Probably more likely worth your time if you also wanted to spend extended time in Europe (or wherever else you bought) and then bring back to the US (or sell in the same place).

In Europe buying a boat will have it's challenges on the paperwork front - as you will need to understand how things work (assume nothing when doing paperwork abroad!), but the good news is that the locals seem to manage it - and my bet is that just like in the English speaking world most people don't know what that involves and so either ask folk or pay someone to do the paperwork. The extra paperwork wrinkles probably mostly centred around you needing to be a resident to simply swap the boat registration - and as likely not you therefore would need to de-register and then re-register in your "home" country.

Of course add in that the boat search is complicated either by having to spend time and money away from home and / or feeling like you have a deadline to buy something and end up buying worse than you had hoped.

But at the end of the day - it's still a boat that you are buying. If you can manage to do that at home (and willing to put the time and effort in to make sure you don't buy a pig in a poke by overly relying on others) then odds are you will do ok.

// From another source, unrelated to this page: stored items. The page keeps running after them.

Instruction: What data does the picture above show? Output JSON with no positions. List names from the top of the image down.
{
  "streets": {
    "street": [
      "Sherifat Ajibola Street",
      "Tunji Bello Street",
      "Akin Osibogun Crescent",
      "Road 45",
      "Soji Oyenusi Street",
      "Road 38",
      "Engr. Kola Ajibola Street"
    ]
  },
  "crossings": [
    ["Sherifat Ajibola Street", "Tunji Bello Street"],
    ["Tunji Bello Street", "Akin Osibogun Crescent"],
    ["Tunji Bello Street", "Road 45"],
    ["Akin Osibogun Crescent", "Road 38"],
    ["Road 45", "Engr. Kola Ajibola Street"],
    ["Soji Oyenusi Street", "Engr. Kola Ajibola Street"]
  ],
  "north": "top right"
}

Money wise - purely as a figure plucked from the air! - I would say boat would need to be 50% cheaper than the equivalent back "home" to make the boat worth bringing back. But if you also factor in the cost of getting transocean capable (of a US boat to - or an EU boat from) and instead later sell in Europe (i.e. without ever leaving!) then the figures may get more attractive. At the end of the day, I would suggest you would need a good reason.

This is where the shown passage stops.